Just outside the visitor’s center to Yad Vashem, Israel’s world-renowned Holocaust Memorial and Museum, there are long lines of young and green IDF soldiers waiting to be escorted through the various displays and memorials. These displays are set up to try and show the growing darkness that existed, the evil that was portrayed, and the hope that exists today because of the heroes that helped and because of the memorial, the “Yad Vashem”.
They are there to learn about why they fight.
Outside of the museum, pulled over along the drive that takes visitors home from their somber experience at Yad Vashem, Raeed is waiting in his taxi for his next fare. We would soon learn that he was an Arab Muslim from Jerusalem with four children, three girls and one boy.
Before leaving for the museum, Angie and I had been praying over an Israeli breakfast just outside the Old City, asking Jesus to come with us. We asked him to show us what we need to see and shield us from what we do not.

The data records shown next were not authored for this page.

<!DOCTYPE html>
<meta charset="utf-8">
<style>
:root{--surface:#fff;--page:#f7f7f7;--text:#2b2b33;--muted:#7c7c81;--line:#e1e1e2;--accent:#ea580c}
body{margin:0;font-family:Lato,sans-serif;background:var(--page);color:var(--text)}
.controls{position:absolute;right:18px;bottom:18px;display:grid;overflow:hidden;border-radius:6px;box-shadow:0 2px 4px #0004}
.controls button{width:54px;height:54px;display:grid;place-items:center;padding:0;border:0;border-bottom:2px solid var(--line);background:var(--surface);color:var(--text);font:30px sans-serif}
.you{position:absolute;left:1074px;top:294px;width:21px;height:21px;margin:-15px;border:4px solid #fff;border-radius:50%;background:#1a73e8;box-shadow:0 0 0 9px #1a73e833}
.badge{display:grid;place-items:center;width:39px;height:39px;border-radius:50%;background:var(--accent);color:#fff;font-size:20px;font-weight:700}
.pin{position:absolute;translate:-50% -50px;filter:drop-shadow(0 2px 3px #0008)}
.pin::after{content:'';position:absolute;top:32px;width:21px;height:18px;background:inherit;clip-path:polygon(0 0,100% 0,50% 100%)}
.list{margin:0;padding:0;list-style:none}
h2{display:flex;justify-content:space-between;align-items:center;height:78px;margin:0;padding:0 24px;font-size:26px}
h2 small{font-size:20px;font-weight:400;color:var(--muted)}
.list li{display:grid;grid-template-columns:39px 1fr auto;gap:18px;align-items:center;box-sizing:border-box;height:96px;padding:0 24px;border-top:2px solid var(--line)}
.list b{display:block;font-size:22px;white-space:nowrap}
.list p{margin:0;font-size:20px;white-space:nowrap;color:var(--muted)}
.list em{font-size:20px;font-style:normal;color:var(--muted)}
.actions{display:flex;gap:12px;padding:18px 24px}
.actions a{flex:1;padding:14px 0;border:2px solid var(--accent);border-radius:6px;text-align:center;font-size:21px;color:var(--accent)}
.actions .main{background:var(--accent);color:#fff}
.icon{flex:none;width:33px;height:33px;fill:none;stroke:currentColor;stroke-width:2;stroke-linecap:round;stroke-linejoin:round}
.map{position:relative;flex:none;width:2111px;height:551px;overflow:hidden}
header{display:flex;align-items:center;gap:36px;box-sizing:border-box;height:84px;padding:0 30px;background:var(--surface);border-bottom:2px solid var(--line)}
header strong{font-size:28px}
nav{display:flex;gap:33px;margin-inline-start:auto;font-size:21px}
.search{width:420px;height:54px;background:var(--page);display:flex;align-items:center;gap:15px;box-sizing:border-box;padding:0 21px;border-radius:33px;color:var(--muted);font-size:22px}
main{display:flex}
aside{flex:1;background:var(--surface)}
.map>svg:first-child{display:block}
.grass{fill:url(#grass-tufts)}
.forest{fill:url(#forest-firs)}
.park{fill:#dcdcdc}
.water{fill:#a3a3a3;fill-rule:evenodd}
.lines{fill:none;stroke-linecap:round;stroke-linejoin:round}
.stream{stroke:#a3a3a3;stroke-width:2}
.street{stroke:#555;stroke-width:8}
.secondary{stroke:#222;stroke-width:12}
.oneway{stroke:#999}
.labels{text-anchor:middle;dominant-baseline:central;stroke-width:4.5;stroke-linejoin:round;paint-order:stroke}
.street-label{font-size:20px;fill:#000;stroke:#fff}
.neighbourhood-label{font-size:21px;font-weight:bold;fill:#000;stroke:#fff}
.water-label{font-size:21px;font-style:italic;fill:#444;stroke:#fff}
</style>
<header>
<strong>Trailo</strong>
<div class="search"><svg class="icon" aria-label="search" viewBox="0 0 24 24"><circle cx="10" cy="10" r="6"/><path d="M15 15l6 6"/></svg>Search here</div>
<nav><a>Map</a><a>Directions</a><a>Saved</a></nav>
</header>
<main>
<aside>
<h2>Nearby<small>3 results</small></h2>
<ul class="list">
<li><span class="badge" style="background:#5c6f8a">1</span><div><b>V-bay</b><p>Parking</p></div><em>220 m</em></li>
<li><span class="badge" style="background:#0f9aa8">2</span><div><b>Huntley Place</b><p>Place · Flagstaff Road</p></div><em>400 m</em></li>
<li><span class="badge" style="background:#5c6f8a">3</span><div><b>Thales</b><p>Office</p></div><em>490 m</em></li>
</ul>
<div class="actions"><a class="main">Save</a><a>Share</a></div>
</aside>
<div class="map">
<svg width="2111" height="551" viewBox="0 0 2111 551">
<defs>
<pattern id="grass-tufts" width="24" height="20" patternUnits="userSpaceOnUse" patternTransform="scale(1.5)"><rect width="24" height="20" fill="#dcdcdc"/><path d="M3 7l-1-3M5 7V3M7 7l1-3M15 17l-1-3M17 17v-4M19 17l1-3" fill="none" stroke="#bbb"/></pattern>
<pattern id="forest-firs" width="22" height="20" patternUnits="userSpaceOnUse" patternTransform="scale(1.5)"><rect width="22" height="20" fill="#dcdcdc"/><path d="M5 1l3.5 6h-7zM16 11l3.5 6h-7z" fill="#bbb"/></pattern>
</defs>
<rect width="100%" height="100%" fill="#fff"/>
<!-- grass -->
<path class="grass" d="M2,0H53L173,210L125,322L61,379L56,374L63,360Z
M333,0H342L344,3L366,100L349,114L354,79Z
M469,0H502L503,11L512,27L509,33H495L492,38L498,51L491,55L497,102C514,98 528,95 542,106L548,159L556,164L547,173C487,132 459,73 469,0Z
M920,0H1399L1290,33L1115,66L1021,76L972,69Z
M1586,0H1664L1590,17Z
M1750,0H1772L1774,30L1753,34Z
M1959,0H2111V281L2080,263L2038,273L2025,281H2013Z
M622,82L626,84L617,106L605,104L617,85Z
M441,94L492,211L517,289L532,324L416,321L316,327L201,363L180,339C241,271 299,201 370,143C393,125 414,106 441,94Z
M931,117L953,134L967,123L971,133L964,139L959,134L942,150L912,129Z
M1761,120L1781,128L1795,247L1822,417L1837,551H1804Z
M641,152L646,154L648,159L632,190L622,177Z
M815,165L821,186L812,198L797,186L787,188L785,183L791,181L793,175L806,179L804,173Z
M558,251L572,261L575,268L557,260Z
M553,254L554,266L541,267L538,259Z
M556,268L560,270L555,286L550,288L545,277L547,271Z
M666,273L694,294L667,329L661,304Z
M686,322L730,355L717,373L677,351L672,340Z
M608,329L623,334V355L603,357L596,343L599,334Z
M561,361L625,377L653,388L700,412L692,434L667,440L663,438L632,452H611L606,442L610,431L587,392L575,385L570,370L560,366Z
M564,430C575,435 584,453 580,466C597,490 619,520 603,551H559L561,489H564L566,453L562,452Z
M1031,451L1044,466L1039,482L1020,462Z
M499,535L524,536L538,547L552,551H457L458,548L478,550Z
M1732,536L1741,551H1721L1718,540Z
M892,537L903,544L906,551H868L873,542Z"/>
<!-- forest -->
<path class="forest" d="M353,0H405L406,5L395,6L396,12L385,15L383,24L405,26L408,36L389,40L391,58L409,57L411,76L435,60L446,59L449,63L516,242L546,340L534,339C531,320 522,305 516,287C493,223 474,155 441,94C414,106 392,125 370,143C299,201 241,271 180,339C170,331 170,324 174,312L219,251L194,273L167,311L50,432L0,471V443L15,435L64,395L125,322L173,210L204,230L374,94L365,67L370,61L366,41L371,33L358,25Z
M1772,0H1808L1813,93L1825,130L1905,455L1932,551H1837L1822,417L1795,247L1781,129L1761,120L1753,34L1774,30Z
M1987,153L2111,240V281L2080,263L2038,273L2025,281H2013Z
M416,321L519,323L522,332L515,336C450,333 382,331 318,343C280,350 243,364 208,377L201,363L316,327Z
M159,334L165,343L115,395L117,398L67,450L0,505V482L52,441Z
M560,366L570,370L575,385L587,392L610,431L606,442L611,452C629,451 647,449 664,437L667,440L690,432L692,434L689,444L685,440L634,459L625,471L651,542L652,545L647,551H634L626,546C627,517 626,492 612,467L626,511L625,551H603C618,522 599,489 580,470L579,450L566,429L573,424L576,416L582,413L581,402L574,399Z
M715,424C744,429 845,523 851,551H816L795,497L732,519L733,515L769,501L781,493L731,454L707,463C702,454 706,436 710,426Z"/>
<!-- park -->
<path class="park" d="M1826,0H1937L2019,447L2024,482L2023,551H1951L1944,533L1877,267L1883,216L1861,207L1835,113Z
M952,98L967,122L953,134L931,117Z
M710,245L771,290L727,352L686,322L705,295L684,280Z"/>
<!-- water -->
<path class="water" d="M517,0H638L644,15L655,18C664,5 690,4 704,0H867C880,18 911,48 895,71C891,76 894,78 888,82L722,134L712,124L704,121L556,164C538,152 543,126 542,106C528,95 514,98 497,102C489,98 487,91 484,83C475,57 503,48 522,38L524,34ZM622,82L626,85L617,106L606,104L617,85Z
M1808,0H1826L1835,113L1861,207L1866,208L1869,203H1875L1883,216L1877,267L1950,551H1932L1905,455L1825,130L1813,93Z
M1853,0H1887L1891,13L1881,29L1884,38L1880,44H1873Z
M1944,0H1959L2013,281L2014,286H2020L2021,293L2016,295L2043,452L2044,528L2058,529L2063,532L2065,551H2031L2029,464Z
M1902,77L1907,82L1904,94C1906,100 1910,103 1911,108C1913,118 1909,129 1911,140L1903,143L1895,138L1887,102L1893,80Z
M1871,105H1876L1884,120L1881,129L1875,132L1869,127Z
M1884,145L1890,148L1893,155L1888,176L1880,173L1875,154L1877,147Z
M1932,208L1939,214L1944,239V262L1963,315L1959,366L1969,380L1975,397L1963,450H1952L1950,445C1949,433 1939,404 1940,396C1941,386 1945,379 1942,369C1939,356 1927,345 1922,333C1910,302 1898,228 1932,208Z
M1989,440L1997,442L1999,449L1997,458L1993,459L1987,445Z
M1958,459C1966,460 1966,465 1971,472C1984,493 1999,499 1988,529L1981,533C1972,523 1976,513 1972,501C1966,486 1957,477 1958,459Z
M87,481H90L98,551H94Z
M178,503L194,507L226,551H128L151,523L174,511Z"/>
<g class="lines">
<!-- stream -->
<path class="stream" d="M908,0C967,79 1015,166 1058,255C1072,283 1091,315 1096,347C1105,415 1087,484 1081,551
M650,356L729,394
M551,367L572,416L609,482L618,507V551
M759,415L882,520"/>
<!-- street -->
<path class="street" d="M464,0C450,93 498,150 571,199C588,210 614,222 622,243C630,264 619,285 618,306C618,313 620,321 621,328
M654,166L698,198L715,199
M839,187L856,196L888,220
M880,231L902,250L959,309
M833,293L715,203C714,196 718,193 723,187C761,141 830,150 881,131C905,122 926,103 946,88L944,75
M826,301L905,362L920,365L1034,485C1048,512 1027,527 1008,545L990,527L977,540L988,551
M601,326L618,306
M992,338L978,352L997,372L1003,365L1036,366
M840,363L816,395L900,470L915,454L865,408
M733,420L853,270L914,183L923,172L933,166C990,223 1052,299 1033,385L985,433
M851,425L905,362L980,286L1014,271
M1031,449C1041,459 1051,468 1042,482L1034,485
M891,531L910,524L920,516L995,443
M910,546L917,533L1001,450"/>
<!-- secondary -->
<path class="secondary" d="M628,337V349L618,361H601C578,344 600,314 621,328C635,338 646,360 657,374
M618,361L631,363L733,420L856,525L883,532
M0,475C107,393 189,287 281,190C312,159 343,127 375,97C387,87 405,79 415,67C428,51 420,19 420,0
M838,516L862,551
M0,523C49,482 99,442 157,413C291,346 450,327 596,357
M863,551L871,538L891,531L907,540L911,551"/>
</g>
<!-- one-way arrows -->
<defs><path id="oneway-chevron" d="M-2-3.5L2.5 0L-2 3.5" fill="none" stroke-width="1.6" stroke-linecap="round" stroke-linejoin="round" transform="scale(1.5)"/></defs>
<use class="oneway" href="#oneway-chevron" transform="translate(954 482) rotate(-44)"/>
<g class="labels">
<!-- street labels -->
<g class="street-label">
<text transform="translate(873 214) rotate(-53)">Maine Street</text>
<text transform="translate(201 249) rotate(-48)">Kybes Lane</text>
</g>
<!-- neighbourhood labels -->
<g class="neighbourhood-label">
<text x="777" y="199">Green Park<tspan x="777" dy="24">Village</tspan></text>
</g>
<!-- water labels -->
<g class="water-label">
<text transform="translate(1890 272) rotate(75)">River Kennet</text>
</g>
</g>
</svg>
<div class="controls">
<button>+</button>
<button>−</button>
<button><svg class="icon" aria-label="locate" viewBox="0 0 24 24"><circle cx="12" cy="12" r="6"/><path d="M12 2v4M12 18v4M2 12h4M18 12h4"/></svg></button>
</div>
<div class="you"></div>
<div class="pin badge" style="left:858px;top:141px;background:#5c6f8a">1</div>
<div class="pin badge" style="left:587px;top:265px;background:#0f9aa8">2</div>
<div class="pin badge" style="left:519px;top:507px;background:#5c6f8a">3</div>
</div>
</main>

We jumped in Yusef’s taxi and were museum-bound. We had to stop a few yards later to pick up his 12-year-old son Jack, who is studying English in school. Yusef told us all about how he loves America and San Francisco. As Angie engaged them in conversation, I marveled at how diverse this land’s inhabitants truly are.
Having fought the throngs of visitors — large tour groups whose sole purpose seems to be blocking each display as we approach it — we are exhausted and disheartened. The memorial is appropriate, and the atrocities are remembered in an artful way. But it all seems so hollow. After all, how could any museum capture and memorialize something so barbaric?
This brings us back to Raeed. As we were walking outside in the 90-plus degree heat and wandering down the drive, we come across his cab. We bartered with him over the fare, and although we both know 50 shekels is fair, he still wanted 90. I agreed to his dropped-down price of 70 shekels ($18.00 US), and we were off.
“Israel is so expensive,” Angie says as I looked down at my museum brochure. In it I see where they got the name for the museum. It’s from the book of Isaiah.
I will give in my house and within my walls a “monument and a name” (Yad Vashem, in the original Hebrew) better than sons and daughters. I will give them an everlasting name that shall not be cut off. — Isaiah 56:5
I am struck by this. I’m struck by how the world chooses to accept a counterfeit memorial over its real, living memorial … Jesus Christ. He is the Yad Vashem. He is the one worth fighting for. No museum could ever be a living memorial.
And as we wound through the streets of Jerusalem, back to the dorms of St. Peter’s at Gallicantu (where we’re staying), I get a chance to speak with Raeed.
“Are you a Christian or a Muslim?” I asked, and he replied that he was Muslim.
“Jesus loves you,” I told him, and his face looked curious, as if he had nowhere in his worldview to put what I was saying.
By the time we got back, we knew about his family, and we knew about how he loved Jerusalem. He even offered to take our agreed-upon price of 70 shekels down by 10, without my asking.
Yad Vashem literally means hand and name. Figuratively, it means a lasting, living memorial. I can’t think of a better way to describe Jesus when it comes to the Holocaust. He remembers because he was there. He is living because he rose again. And he is better than sons and daughters, precious as they may be.